> _Work required_
Extract, unchanged, every line from the top of the material below through the line with "context.font = font", and no more.
= = = =
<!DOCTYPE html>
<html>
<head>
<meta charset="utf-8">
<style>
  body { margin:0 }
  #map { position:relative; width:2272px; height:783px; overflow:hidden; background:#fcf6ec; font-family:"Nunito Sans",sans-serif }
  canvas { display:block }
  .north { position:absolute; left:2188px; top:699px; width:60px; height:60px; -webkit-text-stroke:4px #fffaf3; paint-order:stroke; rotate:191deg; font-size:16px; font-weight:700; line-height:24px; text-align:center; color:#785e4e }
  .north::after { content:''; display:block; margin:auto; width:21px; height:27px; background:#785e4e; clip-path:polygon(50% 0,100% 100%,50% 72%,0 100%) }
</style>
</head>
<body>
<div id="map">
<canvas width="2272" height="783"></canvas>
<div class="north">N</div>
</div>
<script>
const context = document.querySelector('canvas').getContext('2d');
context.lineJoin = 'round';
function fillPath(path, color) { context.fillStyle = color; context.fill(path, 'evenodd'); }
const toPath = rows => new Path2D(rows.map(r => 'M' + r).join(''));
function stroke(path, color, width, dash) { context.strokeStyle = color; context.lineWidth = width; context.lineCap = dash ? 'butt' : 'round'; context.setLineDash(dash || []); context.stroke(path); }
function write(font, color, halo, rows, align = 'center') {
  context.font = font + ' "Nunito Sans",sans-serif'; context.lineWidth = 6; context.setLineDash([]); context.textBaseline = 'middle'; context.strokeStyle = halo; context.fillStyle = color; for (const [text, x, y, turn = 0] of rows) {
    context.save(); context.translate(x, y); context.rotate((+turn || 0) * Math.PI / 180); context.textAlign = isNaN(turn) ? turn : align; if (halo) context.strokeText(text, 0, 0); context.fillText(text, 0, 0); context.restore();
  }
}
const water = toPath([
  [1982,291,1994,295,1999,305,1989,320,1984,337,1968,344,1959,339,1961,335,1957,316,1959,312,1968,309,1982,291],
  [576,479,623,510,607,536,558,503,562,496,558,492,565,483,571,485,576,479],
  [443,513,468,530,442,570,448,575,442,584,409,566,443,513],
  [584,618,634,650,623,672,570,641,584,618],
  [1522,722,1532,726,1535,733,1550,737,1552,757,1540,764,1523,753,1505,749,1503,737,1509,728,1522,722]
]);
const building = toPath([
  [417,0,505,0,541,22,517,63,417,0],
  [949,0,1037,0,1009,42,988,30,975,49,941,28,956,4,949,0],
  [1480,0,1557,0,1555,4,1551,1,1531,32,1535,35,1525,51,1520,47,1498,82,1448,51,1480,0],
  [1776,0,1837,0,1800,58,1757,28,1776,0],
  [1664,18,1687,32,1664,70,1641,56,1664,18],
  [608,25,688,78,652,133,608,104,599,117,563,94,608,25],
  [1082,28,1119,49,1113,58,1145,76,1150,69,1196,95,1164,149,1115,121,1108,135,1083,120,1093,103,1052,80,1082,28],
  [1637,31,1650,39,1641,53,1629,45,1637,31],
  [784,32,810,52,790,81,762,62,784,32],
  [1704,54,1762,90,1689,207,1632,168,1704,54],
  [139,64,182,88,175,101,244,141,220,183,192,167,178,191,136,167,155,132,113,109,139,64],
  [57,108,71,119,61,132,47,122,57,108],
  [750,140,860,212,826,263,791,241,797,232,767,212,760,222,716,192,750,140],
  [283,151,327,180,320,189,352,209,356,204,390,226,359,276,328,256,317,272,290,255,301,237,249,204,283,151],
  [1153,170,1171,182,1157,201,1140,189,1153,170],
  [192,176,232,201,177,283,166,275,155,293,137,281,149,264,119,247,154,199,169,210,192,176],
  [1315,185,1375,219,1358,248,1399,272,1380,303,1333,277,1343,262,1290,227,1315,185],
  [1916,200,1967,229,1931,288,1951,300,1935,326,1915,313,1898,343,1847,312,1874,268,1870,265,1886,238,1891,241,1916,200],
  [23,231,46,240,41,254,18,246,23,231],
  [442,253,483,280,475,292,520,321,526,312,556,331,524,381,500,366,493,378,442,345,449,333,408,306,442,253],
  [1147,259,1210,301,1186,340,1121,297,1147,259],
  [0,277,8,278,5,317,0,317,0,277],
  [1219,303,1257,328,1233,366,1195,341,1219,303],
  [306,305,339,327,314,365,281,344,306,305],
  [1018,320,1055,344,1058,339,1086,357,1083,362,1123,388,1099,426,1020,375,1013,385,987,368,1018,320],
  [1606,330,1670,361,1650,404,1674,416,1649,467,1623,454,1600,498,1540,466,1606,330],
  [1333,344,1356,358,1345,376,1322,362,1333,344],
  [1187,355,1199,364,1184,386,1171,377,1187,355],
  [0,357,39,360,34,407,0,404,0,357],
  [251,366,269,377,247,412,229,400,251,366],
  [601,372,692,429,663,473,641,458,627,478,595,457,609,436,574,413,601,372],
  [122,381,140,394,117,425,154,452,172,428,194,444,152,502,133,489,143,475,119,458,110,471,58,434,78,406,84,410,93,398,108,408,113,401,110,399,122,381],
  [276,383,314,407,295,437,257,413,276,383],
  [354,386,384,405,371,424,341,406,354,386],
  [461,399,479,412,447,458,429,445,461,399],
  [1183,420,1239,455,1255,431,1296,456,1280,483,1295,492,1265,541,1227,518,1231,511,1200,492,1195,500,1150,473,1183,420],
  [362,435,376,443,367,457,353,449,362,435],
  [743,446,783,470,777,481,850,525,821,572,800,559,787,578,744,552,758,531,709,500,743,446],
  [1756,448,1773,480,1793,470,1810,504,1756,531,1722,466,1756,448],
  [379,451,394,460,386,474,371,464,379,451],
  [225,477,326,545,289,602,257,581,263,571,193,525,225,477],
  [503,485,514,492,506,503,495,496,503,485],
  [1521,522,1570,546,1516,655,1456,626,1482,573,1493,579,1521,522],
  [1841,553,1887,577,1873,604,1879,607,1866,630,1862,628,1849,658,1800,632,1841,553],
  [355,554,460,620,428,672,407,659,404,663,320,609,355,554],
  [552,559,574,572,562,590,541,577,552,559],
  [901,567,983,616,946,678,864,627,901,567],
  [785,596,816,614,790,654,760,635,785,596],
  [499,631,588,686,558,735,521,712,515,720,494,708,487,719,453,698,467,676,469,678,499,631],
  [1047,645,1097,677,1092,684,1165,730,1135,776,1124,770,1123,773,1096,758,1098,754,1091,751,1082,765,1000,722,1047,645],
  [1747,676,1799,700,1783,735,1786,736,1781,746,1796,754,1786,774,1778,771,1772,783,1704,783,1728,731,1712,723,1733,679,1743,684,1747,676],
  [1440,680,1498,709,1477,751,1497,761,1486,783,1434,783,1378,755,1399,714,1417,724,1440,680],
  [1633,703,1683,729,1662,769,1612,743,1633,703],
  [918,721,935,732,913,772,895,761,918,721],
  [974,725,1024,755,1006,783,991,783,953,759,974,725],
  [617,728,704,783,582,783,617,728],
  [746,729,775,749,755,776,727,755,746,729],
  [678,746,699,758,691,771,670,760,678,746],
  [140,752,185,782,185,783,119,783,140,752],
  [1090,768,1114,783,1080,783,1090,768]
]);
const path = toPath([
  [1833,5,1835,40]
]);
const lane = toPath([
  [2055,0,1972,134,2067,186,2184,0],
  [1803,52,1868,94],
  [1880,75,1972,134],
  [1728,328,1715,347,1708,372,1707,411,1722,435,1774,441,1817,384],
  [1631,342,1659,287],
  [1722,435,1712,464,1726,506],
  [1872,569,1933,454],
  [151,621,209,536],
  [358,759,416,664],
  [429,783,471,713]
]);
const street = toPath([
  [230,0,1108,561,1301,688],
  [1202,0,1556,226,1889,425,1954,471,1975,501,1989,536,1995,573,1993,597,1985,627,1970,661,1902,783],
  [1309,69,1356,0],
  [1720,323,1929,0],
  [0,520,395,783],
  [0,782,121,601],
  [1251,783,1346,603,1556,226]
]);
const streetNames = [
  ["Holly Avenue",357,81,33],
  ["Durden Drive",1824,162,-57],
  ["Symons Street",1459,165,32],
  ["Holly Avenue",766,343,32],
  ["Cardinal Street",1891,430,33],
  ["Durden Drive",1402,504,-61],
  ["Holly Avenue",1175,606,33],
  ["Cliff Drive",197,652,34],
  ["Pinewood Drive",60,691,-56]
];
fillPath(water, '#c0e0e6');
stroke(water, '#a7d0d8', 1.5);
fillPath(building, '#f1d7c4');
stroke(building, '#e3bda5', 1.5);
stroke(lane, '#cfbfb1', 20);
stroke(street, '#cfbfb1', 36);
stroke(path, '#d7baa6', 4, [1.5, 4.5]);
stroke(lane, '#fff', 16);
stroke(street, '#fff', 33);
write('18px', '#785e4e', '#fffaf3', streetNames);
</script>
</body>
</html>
= = = =
> _Reply to the exercise_
<!DOCTYPE html>
<html>
<head>
<meta charset="utf-8">
<style>
  body { margin:0 }
  #map { position:relative; width:2272px; height:783px; overflow:hidden; background:#fcf6ec; font-family:"Nunito Sans",sans-serif }
  canvas { display:block }
  .north { position:absolute; left:2188px; top:699px; width:60px; height:60px; -webkit-text-stroke:4px #fffaf3; paint-order:stroke; rotate:191deg; font-size:16px; font-weight:700; line-height:24px; text-align:center; color:#785e4e }
  .north::after { content:''; display:block; margin:auto; width:21px; height:27px; background:#785e4e; clip-path:polygon(50% 0,100% 100%,50% 72%,0 100%) }
</style>
</head>
<body>
<div id="map">
<canvas width="2272" height="783"></canvas>
<div class="north">N</div>
</div>
<script>
const context = document.querySelector('canvas').getContext('2d');
context.lineJoin = 'round';
function fillPath(path, color) { context.fillStyle = color; context.fill(path, 'evenodd'); }
const toPath = rows => new Path2D(rows.map(r => 'M' + r).join(''));
function stroke(path, color, width, dash) { context.strokeStyle = color; context.lineWidth = width; context.lineCap = dash ? 'butt' : 'round'; context.setLineDash(dash || []); context.stroke(path); }
function write(font, color, halo, rows, align = 'center') {
  context.font = font + ' "Nunito Sans",sans-serif'; context.lineWidth = 6; context.setLineDash([]); context.textBaseline = 'middle'; context.strokeStyle = halo; context.fillStyle = color; for (const [text, x, y, turn = 0] of rows) {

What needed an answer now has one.